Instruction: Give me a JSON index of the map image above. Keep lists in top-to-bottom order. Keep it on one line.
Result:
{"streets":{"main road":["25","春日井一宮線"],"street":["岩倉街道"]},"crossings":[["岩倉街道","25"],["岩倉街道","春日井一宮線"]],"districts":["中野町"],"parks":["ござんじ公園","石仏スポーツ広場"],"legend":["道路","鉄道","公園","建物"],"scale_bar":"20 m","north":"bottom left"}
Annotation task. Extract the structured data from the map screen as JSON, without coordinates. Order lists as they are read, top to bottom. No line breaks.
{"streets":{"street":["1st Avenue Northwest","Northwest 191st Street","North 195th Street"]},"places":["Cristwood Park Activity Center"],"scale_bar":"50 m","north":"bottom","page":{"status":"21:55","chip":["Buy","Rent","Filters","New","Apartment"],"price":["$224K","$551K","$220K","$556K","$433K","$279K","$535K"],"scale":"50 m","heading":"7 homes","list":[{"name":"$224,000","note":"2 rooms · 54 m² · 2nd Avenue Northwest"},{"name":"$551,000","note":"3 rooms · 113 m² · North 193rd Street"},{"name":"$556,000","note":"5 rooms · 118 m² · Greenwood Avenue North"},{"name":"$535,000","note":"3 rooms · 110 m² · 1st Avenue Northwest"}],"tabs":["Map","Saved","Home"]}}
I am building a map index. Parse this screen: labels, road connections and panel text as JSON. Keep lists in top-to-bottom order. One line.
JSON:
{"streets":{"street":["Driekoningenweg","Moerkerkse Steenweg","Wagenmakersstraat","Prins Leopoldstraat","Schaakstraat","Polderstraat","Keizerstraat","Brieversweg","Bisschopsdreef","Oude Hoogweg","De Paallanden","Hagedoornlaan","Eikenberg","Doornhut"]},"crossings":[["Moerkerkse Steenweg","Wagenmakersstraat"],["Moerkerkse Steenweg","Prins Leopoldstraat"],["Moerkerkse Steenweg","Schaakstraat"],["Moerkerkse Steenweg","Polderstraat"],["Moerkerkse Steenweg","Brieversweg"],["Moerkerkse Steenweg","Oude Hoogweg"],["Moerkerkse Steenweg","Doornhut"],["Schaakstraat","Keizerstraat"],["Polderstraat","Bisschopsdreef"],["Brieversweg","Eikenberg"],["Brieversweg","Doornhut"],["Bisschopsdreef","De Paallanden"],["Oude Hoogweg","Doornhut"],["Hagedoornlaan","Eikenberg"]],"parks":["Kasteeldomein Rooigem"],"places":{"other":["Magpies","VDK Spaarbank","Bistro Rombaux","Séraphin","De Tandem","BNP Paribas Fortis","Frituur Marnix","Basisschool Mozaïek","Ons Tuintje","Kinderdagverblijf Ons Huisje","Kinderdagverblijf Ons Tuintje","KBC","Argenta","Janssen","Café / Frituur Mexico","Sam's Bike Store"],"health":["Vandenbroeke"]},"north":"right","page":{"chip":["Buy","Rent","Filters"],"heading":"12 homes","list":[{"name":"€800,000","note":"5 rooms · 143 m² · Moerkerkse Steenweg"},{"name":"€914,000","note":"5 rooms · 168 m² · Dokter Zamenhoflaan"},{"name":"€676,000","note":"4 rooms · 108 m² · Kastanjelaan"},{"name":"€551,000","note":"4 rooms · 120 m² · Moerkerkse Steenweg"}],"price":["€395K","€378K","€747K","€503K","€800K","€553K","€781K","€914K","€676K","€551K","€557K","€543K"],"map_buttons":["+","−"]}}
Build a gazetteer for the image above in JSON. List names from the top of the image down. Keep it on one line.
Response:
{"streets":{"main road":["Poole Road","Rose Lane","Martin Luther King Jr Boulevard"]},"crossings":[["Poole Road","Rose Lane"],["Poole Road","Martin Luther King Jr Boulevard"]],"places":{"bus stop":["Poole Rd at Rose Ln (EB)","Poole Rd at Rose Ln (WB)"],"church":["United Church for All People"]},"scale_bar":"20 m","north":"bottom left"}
┄┄┄┄┄┄┄┄┄┄
• Activity: All records are to be restated exactly, from the first line to the last line.

• Solution for this task:
Instruction: Give me a JSON index of the map image above. Keep lists in top-to-bottom order. Keep it on one line.
Result:
{"streets":{"main road":["25","春日井一宮線"],"street":["岩倉街道"]},"crossings":[["岩倉街道","25"],["岩倉街道","春日井一宮線"]],"districts":["中野町"],"parks":["ござんじ公園","石仏スポーツ広場"],"legend":["道路","鉄道","公園","建物"],"scale_bar":"20 m","north":"bottom left"}
Annotation task. Extract the structured data from the map screen as JSON, without coordinates. Order lists as they are read, top to bottom. No line breaks.
{"streets":{"street":["1st Avenue Northwest","Northwest 191st Street","North 195th Street"]},"places":["Cristwood Park Activity Center"],"scale_bar":"50 m","north":"bottom","page":{"status":"21:55","chip":["Buy","Rent","Filters","New","Apartment"],"price":["$224K","$551K","$220K","$556K","$433K","$279K","$535K"],"scale":"50 m","heading":"7 homes","list":[{"name":"$224,000","note":"2 rooms · 54 m² · 2nd Avenue Northwest"},{"name":"$551,000","note":"3 rooms · 113 m² · North 193rd Street"},{"name":"$556,000","note":"5 rooms · 118 m² · Greenwood Avenue North"},{"name":"$535,000","note":"3 rooms · 110 m² · 1st Avenue Northwest"}],"tabs":["Map","Saved","Home"]}}
I am building a map index. Parse this screen: labels, road connections and panel text as JSON. Keep lists in top-to-bottom order. One line.
JSON:
{"streets":{"street":["Driekoningenweg","Moerkerkse Steenweg","Wagenmakersstraat","Prins Leopoldstraat","Schaakstraat","Polderstraat","Keizerstraat","Brieversweg","Bisschopsdreef","Oude Hoogweg","De Paallanden","Hagedoornlaan","Eikenberg","Doornhut"]},"crossings":[["Moerkerkse Steenweg","Wagenmakersstraat"],["Moerkerkse Steenweg","Prins Leopoldstraat"],["Moerkerkse Steenweg","Schaakstraat"],["Moerkerkse Steenweg","Polderstraat"],["Moerkerkse Steenweg","Brieversweg"],["Moerkerkse Steenweg","Oude Hoogweg"],["Moerkerkse Steenweg","Doornhut"],["Schaakstraat","Keizerstraat"],["Polderstraat","Bisschopsdreef"],["Brieversweg","Eikenberg"],["Brieversweg","Doornhut"],["Bisschopsdreef","De Paallanden"],["Oude Hoogweg","Doornhut"],["Hagedoornlaan","Eikenberg"]],"parks":["Kasteeldomein Rooigem"],"places":{"other":["Magpies","VDK Spaarbank","Bistro Rombaux","Séraphin","De Tandem","BNP Paribas Fortis","Frituur Marnix","Basisschool Mozaïek","Ons Tuintje","Kinderdagverblijf Ons Huisje","Kinderdagverblijf Ons Tuintje","KBC","Argenta","Janssen","Café / Frituur Mexico","Sam's Bike Store"],"health":["Vandenbroeke"]},"north":"right","page":{"chip":["Buy","Rent","Filters"],"heading":"12 homes","list":[{"name":"€800,000","note":"5 rooms · 143 m² · Moerkerkse Steenweg"},{"name":"€914,000","note":"5 rooms · 168 m² · Dokter Zamenhoflaan"},{"name":"€676,000","note":"4 rooms · 108 m² · Kastanjelaan"},{"name":"€551,000","note":"4 rooms · 120 m² · Moerkerkse Steenweg"}],"price":["€395K","€378K","€747K","€503K","€800K","€553K","€781K","€914K","€676K","€551K","€557K","€543K"],"map_buttons":["+","−"]}}
Build a gazetteer for the image above in JSON. List names from the top of the image down. Keep it on one line.
Response:
{"streets":{"main road":["Poole Road","Rose Lane","Martin Luther King Jr Boulevard"]},"crossings":[["Poole Road","Rose Lane"],["Poole Road","Martin Luther King Jr Boulevard"]],"places":{"bus stop":["Poole Rd at Rose Ln (EB)","Poole Rd at Rose Ln (WB)"],"church":["United Church for All People"]},"scale_bar":"20 m","north":"bottom left"}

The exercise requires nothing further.